**PROBLEM REQUIREMENTS**
Should pictures appear among the records, leave them out, and copy exactly only the lines from the first through the one with "translate:-50% -50%; white-space:nowrap;", inclusive.

- - -

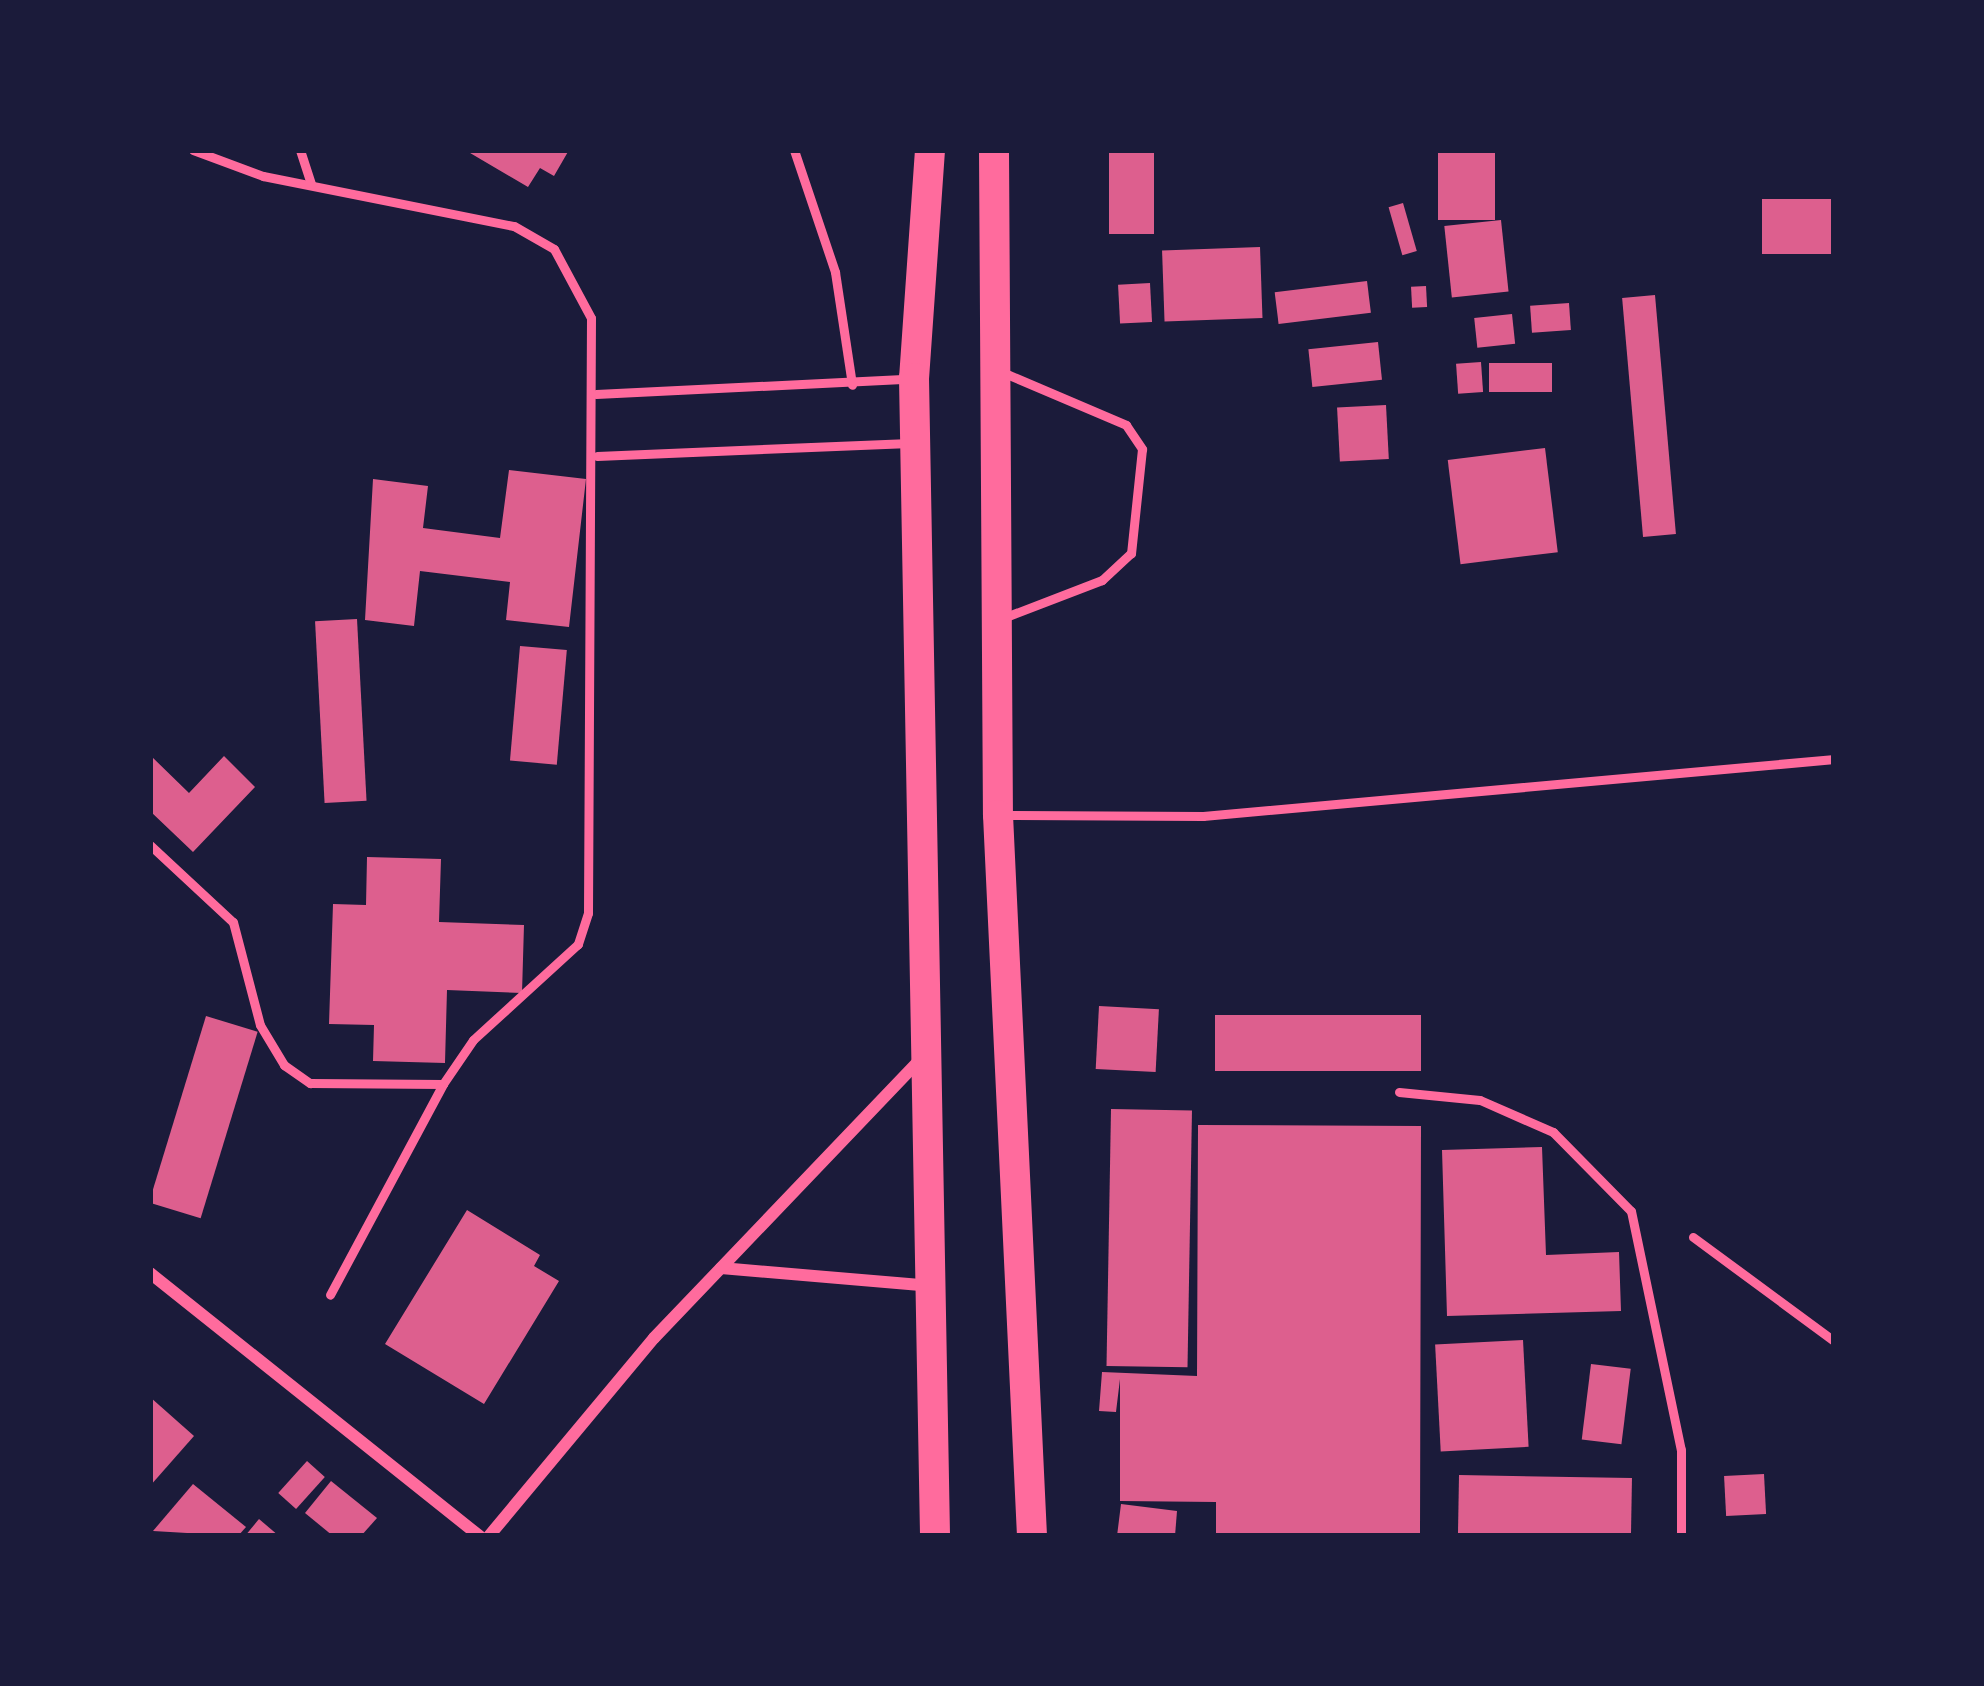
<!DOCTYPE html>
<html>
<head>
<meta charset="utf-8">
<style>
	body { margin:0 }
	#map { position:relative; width:1984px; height:1686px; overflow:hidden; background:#1b1b3a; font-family:"Space Grotesk",sans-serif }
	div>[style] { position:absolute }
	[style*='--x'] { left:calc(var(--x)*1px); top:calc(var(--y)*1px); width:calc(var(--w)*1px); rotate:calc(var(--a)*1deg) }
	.building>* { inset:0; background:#dd5f8e; transform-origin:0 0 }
	.service>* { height:9px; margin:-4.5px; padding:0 4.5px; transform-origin:4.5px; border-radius:4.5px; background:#ff6b9d }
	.minor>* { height:12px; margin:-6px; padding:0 6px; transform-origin:6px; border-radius:6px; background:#ff6b9d }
	.trunk>* { height:30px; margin:-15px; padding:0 15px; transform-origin:15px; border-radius:15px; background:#ff6b9d }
	span { translate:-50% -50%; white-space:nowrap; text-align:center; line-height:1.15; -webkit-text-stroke:9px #1b1b3a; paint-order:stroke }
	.frame { position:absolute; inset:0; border:153px solid #1b1b3a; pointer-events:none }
</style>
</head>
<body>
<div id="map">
	<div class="building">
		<i style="clip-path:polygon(465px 150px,569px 150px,554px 176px,540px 168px,528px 187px)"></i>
		<i style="left:1109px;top:150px;width:45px;height:84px"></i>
		<i style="left:1438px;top:150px;width:57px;height:70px"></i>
		<i style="left:1834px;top:199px;width:55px;height:72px;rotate:90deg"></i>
		<i style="left:1403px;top:203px;width:50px;height:15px;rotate:74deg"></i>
		<i style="left:1501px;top:220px;width:72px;height:57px;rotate:84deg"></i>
		<i style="left:1260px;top:247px;width:71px;height:98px;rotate:88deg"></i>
		<i style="left:1367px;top:281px;width:32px;height:93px;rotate:83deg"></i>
		<i style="left:1150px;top:283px;width:39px;height:32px;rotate:87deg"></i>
		<i style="left:1426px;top:286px;width:21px;height:15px;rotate:87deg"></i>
		<i style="left:1655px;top:295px;width:240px;height:33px;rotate:85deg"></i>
		<i style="left:1569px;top:303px;width:27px;height:39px;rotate:86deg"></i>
		<i style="left:1512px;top:314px;width:30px;height:38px;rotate:84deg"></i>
		<i style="left:1378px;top:342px;width:38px;height:70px;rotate:84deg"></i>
		<i style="left:1481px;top:362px;width:30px;height:25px;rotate:86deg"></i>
		<i style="left:1489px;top:363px;width:63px;height:29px"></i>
		<i style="left:1386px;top:405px;width:54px;height:49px;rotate:87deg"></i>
		<i style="left:1545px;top:448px;width:105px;height:98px;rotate:83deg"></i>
		<i style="clip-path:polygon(509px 470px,586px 479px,569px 627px,506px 620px,510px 582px,420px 571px,414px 626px,365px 620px,373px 479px,428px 486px,423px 528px,500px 538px)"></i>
		<i style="left:357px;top:619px;width:182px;height:42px;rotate:87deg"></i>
		<i style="left:520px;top:646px;width:47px;height:115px;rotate:5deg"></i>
		<i style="clip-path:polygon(150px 755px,189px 793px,224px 756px,255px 787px,193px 852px,150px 811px)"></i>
		<i style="clip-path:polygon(367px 857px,441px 859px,439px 922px,524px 925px,522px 993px,447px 990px,445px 1063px,373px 1061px,374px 1025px,329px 1024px,333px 904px,366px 905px)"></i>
		<i style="left:1099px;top:1006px;width:60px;height:63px;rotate:3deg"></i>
		<i style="left:1421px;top:1015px;width:56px;height:206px;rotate:90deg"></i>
		<i style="left:206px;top:1016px;width:54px;height:195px;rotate:17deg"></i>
		<i style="left:1111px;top:1109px;width:81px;height:257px;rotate:1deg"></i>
		<i style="clip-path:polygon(1198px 1125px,1421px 1126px,1420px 1536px,1216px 1536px,1216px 1502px,1120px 1501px,1120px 1379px,1116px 1412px,1099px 1411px,1102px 1372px,1197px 1376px)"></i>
		<i style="clip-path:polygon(1542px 1147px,1546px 1255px,1619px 1252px,1621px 1311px,1447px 1316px,1442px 1150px)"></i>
		<i style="clip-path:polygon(467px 1210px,540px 1255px,534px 1266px,559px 1281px,484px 1404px,385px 1344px)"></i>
		<i style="left:1523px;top:1340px;width:107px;height:88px;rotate:87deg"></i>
		<i style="left:1591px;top:1364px;width:40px;height:76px;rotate:7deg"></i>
		<i style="clip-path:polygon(150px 1397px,194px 1436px,150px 1486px)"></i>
		<i style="left:307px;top:1461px;width:24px;height:43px;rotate:42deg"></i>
		<i style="left:1764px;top:1474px;width:40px;height:40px;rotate:87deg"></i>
		<i style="left:1459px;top:1475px;width:173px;height:61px;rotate:1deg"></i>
		<i style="clip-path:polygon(331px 1481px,377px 1518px,361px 1536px,333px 1536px,305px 1513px)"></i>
		<i style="clip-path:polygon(193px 1484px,246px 1527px,238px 1536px,153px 1531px)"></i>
		<i style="clip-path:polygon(1121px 1504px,1177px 1511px,1175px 1536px,1117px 1536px)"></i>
		<i style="clip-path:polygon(259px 1519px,279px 1536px,245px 1536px)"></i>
	</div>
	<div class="service">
		<i style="--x:193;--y:150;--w:75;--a:20.4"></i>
		<i style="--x:263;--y:176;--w:256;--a:11.3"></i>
		<i style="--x:514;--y:226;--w:46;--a:29.9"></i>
		<i style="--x:554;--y:249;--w:78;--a:61.8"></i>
		<i style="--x:591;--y:318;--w:595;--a:90.29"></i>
		<i style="--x:588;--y:913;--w:33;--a:108"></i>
		<i style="--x:578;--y:944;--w:142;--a:137.6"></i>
		<i style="--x:473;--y:1040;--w:53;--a:124.3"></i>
		<i style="--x:443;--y:1084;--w:239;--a:118.2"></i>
		<i style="--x:300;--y:150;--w:36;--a:72"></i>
		<i style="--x:794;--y:150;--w:129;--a:71.4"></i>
		<i style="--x:835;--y:272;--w:114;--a:81.4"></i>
		<i style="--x:1002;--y:372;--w:135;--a:23.1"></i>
		<i style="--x:1126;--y:425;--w:29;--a:56"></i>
		<i style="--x:1142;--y:449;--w:105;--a:96"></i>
		<i style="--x:1131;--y:553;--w:40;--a:137"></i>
		<i style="--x:1102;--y:580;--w:106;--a:159"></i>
		<i style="--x:596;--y:394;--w:312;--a:-2.8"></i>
		<i style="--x:597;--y:456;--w:313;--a:-2.4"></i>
		<i style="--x:1004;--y:815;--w:199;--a:0.3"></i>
		<i style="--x:1203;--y:816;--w:634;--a:-5.16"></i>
		<i style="--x:150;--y:845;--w:113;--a:42.9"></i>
		<i style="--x:233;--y:922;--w:106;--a:75.3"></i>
		<i style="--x:260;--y:1025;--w:47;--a:59"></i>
		<i style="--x:284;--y:1065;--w:32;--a:35"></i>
		<i style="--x:310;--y:1083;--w:133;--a:0.4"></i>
		<i style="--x:1399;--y:1092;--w:81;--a:5.6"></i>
		<i style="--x:1480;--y:1100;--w:80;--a:23.7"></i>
		<i style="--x:1553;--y:1132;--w:111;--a:45.4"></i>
		<i style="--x:1631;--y:1211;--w:244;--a:78.2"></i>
		<i style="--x:1681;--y:1450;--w:86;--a:90"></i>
		<i style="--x:1693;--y:1237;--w:175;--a:36.4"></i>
	</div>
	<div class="minor">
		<i style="--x:721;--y:1268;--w:209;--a:4.9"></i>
		<i style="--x:150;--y:1273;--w:422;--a:38.6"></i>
		<i style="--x:489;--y:1536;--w:258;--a:-50.2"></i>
		<i style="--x:654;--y:1338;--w:383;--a:-46.3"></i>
	</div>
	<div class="trunk">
		<i style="--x:930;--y:150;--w:229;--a:94"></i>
		<i style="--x:914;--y:378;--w:1158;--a:88.96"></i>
		<i style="--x:994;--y:150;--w:665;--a:89.66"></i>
		<i style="--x:998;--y:815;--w:722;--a:87.3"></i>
	</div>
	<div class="frame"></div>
</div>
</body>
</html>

- - -

**PROBLEM SOLUTION**
<!DOCTYPE html>
<html>
<head>
<meta charset="utf-8">
<style>
	body { margin:0 }
	#map { position:relative; width:1984px; height:1686px; overflow:hidden; background:#1b1b3a; font-family:"Space Grotesk",sans-serif }
	div>[style] { position:absolute }
	[style*='--x'] { left:calc(var(--x)*1px); top:calc(var(--y)*1px); width:calc(var(--w)*1px); rotate:calc(var(--a)*1deg) }
	.building>* { inset:0; background:#dd5f8e; transform-origin:0 0 }
	.service>* { height:9px; margin:-4.5px; padding:0 4.5px; transform-origin:4.5px; border-radius:4.5px; background:#ff6b9d }
	.minor>* { height:12px; margin:-6px; padding:0 6px; transform-origin:6px; border-radius:6px; background:#ff6b9d }
	.trunk>* { height:30px; margin:-15px; padding:0 15px; transform-origin:15px; border-radius:15px; background:#ff6b9d }
	span { translate:-50% -50%; white-space:nowrap; text-align:center; line-height:1.15; -webkit-text-stroke:9px #1b1b3a; paint-order:stroke }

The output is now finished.